Quoique toute lecture quantitative soit déplacée, il demeure intéressant de remarquer comment ce parcours philosophique fait la part belle à Kant, Heidegger, Husserl, Nietzsche et Fourier. Ne serait-ce que pour cette présence le texte est un événement, tant Fourier est toujours un exclu philosophique. On trouve ici trois textes consacrés à Fourier. Le premier, Charles Fourier ou l’écart absolu reprend, en version corrigée, la présentation de Charles Fourier. L’attraction passionnée, ensemble de textes choisis par Schérer et publié par Pauvert en 1967. Le second, Les maux du libéralisme, a servi de préface au livre de Philippe Riviale, Charles Fourier et la civilisation marchande, publié en 1997, par les éditions l’Harmattan. Le troisième, Une esthétique passionnelle est de même la préface de l’ouvrage de Jean-Paul Thomas, Libération instinctuelle, libération politique, publié en 1980, par les éditions le Sycomore.
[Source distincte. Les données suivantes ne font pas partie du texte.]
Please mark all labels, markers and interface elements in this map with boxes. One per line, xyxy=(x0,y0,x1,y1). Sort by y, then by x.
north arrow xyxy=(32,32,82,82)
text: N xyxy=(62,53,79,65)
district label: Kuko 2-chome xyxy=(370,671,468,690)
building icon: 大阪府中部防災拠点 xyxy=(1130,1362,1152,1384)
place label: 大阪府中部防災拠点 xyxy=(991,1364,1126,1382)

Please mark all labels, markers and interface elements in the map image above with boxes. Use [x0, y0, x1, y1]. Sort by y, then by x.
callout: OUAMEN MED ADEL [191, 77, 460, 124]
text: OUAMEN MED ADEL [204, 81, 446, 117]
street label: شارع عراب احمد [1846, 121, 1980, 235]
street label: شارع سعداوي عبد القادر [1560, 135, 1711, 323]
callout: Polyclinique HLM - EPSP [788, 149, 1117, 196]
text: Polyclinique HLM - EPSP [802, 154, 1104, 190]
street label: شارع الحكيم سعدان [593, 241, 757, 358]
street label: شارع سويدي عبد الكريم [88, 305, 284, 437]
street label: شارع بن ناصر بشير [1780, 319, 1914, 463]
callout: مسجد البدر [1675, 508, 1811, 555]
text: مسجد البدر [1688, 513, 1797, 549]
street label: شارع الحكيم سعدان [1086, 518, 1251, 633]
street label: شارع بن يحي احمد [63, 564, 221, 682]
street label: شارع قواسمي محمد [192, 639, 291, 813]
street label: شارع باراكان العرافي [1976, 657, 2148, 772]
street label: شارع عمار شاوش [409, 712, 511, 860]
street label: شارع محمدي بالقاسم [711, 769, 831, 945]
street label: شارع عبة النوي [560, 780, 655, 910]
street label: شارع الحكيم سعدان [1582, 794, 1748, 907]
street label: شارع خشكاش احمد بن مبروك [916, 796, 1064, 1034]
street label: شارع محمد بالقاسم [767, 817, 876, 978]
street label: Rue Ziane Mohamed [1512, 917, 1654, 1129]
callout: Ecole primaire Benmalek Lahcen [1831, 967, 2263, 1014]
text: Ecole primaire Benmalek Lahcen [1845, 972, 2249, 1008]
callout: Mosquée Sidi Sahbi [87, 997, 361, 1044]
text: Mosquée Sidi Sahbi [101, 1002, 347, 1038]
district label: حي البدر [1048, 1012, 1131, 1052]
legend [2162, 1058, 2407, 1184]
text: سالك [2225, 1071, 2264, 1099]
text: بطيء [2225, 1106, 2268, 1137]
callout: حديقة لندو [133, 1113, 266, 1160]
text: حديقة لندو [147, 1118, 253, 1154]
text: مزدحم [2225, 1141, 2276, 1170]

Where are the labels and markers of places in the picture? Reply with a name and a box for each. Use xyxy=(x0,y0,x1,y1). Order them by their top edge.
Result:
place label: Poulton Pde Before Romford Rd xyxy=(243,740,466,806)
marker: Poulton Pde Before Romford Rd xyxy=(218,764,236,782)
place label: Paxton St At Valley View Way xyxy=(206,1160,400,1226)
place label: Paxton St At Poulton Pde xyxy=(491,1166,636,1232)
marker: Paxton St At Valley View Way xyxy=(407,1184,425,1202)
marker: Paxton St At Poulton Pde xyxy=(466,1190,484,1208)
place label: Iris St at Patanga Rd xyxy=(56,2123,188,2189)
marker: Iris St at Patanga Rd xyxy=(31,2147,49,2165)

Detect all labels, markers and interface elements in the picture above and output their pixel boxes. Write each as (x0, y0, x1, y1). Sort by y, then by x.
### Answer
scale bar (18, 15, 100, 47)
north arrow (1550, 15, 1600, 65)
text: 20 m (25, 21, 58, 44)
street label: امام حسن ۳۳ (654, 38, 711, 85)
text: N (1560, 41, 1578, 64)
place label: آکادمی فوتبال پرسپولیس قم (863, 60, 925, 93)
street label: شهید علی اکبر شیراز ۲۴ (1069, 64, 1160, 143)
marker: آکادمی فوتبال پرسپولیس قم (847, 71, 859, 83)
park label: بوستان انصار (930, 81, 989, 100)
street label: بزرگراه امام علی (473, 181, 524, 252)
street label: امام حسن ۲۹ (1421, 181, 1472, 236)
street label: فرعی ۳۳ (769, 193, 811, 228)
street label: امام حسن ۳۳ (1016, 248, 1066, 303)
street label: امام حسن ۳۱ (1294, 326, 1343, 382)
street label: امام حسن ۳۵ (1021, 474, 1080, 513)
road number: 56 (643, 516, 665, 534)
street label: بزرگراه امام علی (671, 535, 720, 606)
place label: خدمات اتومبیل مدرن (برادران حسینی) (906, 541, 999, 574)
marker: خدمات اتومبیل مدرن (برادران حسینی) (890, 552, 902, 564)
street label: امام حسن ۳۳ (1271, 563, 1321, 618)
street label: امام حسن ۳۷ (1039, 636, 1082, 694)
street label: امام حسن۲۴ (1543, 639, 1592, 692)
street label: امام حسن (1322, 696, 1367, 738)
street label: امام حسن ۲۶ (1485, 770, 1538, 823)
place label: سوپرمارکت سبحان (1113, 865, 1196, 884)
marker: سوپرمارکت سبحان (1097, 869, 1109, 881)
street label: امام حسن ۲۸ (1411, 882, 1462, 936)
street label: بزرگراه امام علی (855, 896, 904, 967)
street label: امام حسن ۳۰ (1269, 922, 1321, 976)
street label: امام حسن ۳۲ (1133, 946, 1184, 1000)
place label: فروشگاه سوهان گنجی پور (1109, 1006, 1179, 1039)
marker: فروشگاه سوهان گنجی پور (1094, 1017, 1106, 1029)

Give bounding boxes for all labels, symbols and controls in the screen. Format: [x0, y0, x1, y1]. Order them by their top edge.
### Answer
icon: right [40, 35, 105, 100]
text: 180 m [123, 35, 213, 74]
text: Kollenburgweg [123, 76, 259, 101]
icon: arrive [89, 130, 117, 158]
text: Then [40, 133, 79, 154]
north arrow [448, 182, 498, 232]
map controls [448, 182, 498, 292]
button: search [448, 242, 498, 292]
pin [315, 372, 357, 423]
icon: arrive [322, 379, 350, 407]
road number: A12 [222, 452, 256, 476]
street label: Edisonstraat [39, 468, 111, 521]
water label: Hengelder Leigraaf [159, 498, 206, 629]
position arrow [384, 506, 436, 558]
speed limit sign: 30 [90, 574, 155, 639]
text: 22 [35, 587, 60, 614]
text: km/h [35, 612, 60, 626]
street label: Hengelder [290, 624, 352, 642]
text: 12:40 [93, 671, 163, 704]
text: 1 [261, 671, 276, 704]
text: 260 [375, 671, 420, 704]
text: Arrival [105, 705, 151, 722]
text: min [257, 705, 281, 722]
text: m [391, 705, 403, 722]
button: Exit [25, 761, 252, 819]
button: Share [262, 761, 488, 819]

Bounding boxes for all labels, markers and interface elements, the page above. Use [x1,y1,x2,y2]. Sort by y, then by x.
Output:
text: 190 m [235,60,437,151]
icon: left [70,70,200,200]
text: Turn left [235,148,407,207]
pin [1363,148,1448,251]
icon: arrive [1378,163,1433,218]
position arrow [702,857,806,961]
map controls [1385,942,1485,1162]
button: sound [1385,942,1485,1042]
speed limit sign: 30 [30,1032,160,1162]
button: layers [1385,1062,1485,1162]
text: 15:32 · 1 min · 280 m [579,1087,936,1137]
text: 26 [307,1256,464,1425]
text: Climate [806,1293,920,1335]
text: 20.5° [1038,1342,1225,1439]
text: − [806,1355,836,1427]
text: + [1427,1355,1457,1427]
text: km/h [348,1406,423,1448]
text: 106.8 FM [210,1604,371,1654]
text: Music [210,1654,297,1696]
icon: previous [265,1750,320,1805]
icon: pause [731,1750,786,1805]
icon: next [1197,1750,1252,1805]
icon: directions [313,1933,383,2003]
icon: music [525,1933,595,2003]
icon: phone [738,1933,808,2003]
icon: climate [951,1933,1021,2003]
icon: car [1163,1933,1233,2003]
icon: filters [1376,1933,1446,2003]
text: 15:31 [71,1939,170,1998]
Regrouper ces trois textes c’est dans le cadre de cet ouvrage, livrer l’armature sur laquelle la modernité de Fourier s’élabore. Les relire c’est retrouver formulées les bases de toute lecture philosophique de Fourier. Ceci par exemple, rappelant, pour le philosophe, l’étrange base de son mode de pensée : « Il n’y a pas chez Fourier de conscience de soi, il n’y a pas de concept, comme il n’y a pas de loi opposée au désir. Ces couples d’opposition autour desquels notre réflexion s’organise : conscience/concept, désir/loi, s’effondrent. » (p. 103) De même l’opposition mythe/discours s’inverse (« Au mythe Fourier substitue une “utopie” ») (p. 105). Et ce rappel est à bien considérer aujourd’hui : « Je le répète nous n’aurons accès à Fourier que si nous comprenons le sens de la rationalité qui l’anime, cette transformation radicale, qui s’accompagne d’une mutation des valeurs, ou mieux de la disparition de ce que nous appelons valeur. » (p. 108) Les deux autres textes ont le mérite de montrer deux des axes novateurs souvent relégués, à savoir le versant économique et le versant esthétique.